TASK TO COMPLETE
Lift out each line of the data that holds "linejoin".

DATASET RECORDS

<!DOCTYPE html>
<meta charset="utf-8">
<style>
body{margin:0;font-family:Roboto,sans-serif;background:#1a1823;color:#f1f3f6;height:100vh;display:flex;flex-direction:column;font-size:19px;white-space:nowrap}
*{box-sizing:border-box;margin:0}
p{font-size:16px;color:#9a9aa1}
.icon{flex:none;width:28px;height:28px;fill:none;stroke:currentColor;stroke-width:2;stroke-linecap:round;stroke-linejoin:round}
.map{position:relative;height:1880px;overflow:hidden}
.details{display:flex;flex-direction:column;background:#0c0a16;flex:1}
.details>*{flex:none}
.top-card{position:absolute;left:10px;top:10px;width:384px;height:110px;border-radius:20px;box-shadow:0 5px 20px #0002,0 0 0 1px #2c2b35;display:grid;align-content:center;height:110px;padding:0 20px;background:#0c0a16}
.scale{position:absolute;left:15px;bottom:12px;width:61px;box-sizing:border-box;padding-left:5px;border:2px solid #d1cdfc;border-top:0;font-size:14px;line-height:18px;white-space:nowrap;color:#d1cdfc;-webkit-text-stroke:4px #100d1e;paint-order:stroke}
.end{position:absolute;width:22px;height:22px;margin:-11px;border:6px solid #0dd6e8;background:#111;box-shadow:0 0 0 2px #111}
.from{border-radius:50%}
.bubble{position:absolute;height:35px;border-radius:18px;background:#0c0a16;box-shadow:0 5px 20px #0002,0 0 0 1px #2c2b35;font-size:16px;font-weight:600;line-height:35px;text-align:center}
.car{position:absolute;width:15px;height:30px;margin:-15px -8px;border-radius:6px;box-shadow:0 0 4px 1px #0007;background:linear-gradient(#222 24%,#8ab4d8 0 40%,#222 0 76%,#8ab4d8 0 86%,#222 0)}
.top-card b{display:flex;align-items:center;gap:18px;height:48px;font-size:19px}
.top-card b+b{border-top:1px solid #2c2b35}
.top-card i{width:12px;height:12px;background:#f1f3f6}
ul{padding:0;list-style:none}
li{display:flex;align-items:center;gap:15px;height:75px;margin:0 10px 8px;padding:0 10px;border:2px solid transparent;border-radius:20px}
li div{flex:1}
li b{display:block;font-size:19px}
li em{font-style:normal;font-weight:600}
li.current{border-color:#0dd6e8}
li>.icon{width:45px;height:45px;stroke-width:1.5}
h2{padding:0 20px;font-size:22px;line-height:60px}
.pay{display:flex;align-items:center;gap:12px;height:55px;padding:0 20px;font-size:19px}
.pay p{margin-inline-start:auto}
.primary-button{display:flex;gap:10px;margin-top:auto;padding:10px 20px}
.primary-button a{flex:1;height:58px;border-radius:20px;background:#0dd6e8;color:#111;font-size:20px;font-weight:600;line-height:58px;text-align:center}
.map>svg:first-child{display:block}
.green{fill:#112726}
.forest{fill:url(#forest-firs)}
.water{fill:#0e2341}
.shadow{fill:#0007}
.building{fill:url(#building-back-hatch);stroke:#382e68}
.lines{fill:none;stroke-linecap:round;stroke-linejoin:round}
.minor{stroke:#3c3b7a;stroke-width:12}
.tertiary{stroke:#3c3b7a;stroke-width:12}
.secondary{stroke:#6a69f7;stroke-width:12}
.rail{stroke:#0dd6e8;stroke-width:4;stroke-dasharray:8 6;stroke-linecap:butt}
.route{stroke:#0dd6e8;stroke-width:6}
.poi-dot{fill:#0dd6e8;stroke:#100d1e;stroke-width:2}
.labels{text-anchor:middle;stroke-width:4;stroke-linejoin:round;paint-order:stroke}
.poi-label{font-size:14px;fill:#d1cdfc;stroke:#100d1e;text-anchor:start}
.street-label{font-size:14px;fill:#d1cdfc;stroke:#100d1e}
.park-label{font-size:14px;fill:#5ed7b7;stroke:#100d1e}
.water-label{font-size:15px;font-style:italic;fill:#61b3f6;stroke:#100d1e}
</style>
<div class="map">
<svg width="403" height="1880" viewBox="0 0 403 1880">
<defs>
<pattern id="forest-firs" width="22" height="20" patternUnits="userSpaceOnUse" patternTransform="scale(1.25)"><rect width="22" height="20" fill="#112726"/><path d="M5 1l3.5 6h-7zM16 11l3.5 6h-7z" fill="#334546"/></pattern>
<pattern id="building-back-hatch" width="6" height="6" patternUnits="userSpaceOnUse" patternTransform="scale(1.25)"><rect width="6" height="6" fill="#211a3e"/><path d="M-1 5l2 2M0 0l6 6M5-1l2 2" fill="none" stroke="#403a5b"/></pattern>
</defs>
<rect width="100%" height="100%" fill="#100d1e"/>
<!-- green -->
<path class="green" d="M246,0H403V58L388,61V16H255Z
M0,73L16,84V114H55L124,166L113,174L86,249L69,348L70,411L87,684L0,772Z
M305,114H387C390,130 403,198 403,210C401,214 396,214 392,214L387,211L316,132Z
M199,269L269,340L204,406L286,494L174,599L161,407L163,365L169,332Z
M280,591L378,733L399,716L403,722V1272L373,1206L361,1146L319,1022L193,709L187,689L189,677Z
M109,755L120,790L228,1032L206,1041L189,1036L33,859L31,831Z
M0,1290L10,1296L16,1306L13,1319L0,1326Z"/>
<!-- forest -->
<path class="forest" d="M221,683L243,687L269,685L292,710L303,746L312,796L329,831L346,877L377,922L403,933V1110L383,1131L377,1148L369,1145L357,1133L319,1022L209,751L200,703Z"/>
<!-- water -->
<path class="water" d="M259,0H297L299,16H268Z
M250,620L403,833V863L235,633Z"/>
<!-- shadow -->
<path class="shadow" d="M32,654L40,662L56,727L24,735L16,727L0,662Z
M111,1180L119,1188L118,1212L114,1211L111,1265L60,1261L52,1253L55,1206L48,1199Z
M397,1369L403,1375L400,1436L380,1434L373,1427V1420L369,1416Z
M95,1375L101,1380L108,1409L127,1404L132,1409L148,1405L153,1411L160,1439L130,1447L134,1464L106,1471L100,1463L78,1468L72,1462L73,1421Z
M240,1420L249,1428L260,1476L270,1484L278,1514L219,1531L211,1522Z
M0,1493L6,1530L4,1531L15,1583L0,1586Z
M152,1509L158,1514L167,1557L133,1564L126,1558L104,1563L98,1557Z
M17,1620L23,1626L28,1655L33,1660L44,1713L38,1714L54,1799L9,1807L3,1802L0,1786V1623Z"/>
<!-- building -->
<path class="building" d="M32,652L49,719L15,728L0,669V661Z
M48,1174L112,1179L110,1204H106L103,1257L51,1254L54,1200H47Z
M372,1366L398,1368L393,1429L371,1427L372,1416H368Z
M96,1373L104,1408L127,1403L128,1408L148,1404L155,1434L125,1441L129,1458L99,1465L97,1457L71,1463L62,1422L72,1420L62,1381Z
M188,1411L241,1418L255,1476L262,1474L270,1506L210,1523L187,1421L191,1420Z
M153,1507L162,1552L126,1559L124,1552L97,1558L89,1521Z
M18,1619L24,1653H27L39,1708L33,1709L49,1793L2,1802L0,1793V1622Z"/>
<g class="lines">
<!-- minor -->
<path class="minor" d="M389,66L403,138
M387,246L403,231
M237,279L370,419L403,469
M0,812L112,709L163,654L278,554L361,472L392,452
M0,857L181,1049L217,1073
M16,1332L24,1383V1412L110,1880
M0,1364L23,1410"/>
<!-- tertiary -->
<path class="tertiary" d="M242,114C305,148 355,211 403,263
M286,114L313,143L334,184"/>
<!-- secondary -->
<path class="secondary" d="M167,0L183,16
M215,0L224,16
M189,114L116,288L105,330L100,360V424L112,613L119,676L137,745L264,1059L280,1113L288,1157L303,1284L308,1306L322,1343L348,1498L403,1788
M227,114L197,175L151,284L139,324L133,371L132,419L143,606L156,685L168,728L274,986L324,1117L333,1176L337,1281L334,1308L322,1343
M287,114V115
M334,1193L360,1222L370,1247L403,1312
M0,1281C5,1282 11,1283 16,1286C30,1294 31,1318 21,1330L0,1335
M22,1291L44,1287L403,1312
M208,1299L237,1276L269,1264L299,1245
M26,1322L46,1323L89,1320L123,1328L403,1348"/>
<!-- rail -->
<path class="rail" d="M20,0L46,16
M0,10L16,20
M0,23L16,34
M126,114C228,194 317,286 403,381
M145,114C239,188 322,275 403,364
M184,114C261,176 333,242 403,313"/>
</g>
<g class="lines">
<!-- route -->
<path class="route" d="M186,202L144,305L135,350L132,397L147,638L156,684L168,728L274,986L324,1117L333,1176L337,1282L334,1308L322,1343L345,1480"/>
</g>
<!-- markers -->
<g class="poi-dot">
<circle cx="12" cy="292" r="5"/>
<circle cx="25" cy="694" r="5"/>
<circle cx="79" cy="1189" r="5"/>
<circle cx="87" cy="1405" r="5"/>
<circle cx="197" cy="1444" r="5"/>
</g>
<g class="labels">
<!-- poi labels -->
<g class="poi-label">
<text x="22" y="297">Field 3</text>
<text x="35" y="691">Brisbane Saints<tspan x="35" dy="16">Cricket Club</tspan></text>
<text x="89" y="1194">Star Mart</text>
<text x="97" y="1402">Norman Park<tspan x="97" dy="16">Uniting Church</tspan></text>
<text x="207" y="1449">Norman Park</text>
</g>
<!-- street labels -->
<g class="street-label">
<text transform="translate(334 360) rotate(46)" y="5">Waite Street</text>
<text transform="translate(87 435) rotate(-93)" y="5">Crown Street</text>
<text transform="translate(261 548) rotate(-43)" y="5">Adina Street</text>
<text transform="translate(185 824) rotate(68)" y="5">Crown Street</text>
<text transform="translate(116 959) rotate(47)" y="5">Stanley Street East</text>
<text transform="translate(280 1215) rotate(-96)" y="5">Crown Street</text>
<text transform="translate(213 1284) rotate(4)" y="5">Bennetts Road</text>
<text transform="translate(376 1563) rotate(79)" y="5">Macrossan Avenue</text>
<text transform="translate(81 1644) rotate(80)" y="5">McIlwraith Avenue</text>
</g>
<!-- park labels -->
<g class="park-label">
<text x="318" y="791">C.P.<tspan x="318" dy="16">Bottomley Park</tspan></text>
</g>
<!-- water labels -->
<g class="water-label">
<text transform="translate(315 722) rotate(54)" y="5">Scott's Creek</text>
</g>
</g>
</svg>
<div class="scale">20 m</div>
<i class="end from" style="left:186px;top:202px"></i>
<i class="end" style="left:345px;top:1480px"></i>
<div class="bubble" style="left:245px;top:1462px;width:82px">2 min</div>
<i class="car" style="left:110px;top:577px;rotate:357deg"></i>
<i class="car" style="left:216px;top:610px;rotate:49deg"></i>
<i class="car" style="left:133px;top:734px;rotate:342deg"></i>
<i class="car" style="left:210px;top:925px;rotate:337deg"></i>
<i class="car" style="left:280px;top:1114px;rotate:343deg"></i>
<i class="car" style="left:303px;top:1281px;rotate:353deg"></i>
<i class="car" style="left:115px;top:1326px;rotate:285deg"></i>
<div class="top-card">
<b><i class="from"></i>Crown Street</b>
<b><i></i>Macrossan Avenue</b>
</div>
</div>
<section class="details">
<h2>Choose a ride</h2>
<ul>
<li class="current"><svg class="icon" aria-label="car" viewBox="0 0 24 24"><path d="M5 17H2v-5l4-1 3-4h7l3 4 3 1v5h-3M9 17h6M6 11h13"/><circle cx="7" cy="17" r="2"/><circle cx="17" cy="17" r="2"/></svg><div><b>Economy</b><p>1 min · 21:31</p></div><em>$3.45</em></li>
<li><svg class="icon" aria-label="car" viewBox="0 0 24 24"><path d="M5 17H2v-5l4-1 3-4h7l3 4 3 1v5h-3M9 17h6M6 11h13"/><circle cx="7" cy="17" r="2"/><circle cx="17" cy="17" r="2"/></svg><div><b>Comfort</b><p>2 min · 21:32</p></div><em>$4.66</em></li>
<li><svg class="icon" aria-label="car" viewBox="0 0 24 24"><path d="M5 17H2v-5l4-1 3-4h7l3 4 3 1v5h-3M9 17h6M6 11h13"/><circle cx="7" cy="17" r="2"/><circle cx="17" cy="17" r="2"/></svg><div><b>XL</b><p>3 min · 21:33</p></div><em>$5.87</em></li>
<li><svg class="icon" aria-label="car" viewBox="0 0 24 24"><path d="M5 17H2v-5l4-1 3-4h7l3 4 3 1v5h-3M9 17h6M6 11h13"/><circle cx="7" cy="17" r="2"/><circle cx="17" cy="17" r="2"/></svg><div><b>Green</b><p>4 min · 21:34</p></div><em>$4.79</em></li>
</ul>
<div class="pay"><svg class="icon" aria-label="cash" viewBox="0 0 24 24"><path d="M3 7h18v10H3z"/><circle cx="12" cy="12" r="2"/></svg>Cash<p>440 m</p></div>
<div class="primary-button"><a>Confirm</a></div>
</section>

RESULT OF THIS EXERCISE
.icon{flex:none;width:28px;height:28px;fill:none;stroke:currentColor;stroke-width:2;stroke-linecap:round;stroke-linejoin:round}
.lines{fill:none;stroke-linecap:round;stroke-linejoin:round}
.labels{text-anchor:middle;stroke-width:4;stroke-linejoin:round;paint-order:stroke}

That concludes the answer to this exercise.